Exercise:
Repeat the listing in full, exactly as it stands.

### Task data ###

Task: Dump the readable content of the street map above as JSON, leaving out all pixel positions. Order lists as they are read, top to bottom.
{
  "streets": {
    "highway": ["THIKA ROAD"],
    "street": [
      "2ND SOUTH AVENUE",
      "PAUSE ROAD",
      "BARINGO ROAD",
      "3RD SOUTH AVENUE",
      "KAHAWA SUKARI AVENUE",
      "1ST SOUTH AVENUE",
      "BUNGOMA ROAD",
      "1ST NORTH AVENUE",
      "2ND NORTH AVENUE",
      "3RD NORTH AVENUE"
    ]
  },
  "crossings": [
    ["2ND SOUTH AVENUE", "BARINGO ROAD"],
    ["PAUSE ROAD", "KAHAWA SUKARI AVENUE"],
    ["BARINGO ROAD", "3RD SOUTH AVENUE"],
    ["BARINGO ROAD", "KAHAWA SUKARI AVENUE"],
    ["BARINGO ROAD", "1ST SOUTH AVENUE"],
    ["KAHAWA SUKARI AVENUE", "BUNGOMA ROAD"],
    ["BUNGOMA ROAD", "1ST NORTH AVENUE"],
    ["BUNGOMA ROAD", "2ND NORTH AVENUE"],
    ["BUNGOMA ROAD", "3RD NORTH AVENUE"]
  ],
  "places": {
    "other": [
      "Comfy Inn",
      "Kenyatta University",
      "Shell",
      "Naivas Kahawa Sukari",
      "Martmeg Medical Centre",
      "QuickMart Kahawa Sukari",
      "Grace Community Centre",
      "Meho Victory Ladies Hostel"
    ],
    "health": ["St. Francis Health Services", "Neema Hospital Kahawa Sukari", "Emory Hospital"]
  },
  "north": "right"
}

###

Written response:
Task: Dump the readable content of the street map above as JSON, leaving out all pixel positions. Order lists as they are read, top to bottom.
{
  "streets": {
    "highway": ["THIKA ROAD"],
    "street": [
      "2ND SOUTH AVENUE",
      "PAUSE ROAD",
      "BARINGO ROAD",
      "3RD SOUTH AVENUE",
      "KAHAWA SUKARI AVENUE",
      "1ST SOUTH AVENUE",
      "BUNGOMA ROAD",
      "1ST NORTH AVENUE",
      "2ND NORTH AVENUE",
      "3RD NORTH AVENUE"
    ]
  },
  "crossings": [
    ["2ND SOUTH AVENUE", "BARINGO ROAD"],
    ["PAUSE ROAD", "KAHAWA SUKARI AVENUE"],
    ["BARINGO ROAD", "3RD SOUTH AVENUE"],
    ["BARINGO ROAD", "KAHAWA SUKARI AVENUE"],
    ["BARINGO ROAD", "1ST SOUTH AVENUE"],
    ["KAHAWA SUKARI AVENUE", "BUNGOMA ROAD"],
    ["BUNGOMA ROAD", "1ST NORTH AVENUE"],
    ["BUNGOMA ROAD", "2ND NORTH AVENUE"],
    ["BUNGOMA ROAD", "3RD NORTH AVENUE"]
  ],
  "places": {
    "other": [
      "Comfy Inn",
      "Kenyatta University",
      "Shell",
      "Naivas Kahawa Sukari",
      "Martmeg Medical Centre",
      "QuickMart Kahawa Sukari",
      "Grace Community Centre",
      "Meho Victory Ladies Hostel"
    ],
    "health": ["St. Francis Health Services", "Neema Hospital Kahawa Sukari", "Emory Hospital"]
  },
  "north": "right"
}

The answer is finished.